Fun fact : le jeu a connu un opus bonus, livré en bundle avec la version physique, mais aussi en téléchargement sur la version numérique : Star Fox Guard. Un tower defense.
- Teenage Mutant Ninja Turtles: Mutants in Manhattan (2016, PS3 et 4, Xbox 360 et One, PC)
Encore un jeu de commande par Activision, avec de nouveau les personnages issus d’une série de Nickelodeon. On y retrouve nos quatre chevaliers d’écaille dans un beat’em up 3D conventionnel en cel-shading, mais efficace car platinumien, dans lequel on affronte toute la bande de vilains de la série (Shredder, Krang, Bebop, Rocksteady, etc.) avec la possibilité de faire évoluer sa tortue fétiche. Comme pour les autres jeux dits « de commande » : bien, mais pas top. Heureusement, à nouveau, que la patte PlatinumGames sauve les meubles grâce à son gameplay pitch-perfect.
- NieR: Automata (2017, PS4, PC, puis XWbox One)
Automata aura contribué à replacer sur le devant de la scène la licence trop méconnue NieR, elle-même spin-off de la série elle aussi trop méconnue Drakengard. Il s’agit là d’un RPG mâtiné d’action qui laisse, Platinum oblige, la part belle aux combats, que ce soit au corps à corps ou via des armes à feu. On y incarne une cyborg de combat (coucou Battle Angel Alita) et son compagnon de route, et on évolue dans un univers grisant et attachant. Certainement une des plus grosses réussites du studio, ainsi que de l’année qui l’a vu paraître.
- World of Demons (2018, mobiles iOS)
Une étrange incursion de PlatinumGames sur mobile. Non pas étrange de par la teneur du jeu (qui, en partenariat avec le grand DeNA, tend à associer l’énergie des combats made in Platinum avec le gameplay tactile, le tout dans un univers japonais empli de démons et de samouraïs), mais de par le choix du support ainsi que de par l’exclusivité iOS là où une masse d’utilisateurs Android aurait pu apporter un beau gain de popularité au jeu.

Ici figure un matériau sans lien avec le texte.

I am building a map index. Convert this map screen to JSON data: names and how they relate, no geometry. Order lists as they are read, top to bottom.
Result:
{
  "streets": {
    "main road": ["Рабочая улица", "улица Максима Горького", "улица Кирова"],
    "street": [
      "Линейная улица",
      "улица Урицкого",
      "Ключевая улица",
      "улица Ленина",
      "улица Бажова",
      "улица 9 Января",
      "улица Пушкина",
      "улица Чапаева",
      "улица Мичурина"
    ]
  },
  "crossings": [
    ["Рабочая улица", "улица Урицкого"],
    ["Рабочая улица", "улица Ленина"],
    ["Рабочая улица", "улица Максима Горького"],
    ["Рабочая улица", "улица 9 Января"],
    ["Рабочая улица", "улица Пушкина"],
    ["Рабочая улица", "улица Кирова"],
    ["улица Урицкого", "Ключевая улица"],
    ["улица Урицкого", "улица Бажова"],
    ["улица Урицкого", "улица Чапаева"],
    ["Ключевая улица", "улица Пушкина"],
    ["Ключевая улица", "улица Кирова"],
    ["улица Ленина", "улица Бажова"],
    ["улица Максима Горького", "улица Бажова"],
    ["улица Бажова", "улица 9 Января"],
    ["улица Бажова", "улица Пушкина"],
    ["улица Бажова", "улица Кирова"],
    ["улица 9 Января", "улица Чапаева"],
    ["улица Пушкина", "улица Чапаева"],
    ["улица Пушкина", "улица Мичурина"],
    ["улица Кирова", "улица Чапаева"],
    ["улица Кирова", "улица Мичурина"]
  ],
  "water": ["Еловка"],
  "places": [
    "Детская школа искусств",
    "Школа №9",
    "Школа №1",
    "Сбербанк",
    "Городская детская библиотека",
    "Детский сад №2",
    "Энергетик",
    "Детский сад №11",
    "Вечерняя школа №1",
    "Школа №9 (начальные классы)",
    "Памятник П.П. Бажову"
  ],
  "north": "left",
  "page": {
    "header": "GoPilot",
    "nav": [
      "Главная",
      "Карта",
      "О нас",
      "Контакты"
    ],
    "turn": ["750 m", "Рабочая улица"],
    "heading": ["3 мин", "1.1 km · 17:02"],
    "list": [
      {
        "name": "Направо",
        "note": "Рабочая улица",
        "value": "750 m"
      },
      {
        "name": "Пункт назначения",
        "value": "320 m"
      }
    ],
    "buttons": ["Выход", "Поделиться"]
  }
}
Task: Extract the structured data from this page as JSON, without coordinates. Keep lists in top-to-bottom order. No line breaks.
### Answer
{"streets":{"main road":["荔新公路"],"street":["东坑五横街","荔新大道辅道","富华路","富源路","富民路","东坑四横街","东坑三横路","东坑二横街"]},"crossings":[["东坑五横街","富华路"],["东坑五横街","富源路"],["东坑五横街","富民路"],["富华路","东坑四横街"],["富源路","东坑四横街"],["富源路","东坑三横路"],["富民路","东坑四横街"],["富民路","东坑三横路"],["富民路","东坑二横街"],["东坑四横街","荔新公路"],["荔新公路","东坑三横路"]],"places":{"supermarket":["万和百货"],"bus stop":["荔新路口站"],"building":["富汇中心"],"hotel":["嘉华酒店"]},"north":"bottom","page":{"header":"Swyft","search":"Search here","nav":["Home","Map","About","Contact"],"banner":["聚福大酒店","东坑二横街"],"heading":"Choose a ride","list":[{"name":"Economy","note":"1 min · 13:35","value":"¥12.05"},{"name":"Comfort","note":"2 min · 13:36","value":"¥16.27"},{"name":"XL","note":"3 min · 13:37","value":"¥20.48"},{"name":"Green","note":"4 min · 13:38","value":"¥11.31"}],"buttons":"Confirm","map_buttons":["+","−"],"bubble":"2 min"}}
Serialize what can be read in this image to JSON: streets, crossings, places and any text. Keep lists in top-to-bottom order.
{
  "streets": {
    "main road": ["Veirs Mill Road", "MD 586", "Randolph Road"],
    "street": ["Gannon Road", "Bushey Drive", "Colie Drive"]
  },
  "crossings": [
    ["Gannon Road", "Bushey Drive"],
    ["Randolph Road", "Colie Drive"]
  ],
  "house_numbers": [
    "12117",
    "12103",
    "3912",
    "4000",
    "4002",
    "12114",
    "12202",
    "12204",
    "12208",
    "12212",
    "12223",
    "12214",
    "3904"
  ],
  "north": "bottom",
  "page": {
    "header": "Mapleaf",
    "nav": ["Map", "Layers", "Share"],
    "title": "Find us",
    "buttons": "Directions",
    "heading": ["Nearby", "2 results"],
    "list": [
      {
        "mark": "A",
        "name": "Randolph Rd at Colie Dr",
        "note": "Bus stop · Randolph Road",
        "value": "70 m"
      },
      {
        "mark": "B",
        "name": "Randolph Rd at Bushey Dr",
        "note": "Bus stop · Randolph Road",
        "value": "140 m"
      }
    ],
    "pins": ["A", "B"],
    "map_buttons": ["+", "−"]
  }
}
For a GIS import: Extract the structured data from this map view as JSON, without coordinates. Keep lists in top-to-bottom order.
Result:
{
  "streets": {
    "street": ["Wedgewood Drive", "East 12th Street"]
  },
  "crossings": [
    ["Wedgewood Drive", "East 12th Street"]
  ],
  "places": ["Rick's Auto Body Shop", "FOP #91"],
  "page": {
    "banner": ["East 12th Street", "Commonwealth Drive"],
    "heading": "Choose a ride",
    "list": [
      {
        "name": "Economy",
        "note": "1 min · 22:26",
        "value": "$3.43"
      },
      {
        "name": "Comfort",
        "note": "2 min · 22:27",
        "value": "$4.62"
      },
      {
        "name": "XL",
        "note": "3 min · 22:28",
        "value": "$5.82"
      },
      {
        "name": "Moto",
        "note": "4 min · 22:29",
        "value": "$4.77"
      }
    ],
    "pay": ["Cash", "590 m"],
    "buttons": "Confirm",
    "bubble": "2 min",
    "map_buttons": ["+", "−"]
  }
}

- Astral Chain (2019, Switch)
Encore une exclu pour la console en rouge, et merci mon chien pour la console en bleu et la console en vert. Astral Chain se situe dans un futur proche, un contexte un peu cyberpunk dans lequel le joueur incarne un officier de police. Enquêtes, interrogatoires et scènes d’action seront au menu, et le joueur sera assisté d’entités appelées Legion, dotées chacune de capacités propres (on pensera aux Stands de la série JoJo’s Bizarre Adventure, un peu). Cela va sans dire : affrontements dantesques et action débridée sont au programme du petit dernier de chez Platinum.
Et après ?
On l’a vu, PlatinumGames aura souvent créé la surprise (pas toujours agréable) concernant ses choix de partenariats et d’exclusivités, là où le groupe aurait probablement pu se paver une route de succès global de par ses talents et l’énergie incontournable dégagée par chacun de ses titres. Donc là, début 2020, on en est où ? Il y a tout d’abord eu l’annulation d’un projet de longue haleine en 2017, un partenariat avec Microsoft qui devait aboutir sur une exclusivité PC et Xbox One. Un jeu d’action mâtiné d’éléments RPG dans lequel le joueur, en vue à la troisième personne, était accompagné d’un puissant dragon (qui a dit Drakengard ?). Scalebound, c’est son nom, ne verra jamais le jour.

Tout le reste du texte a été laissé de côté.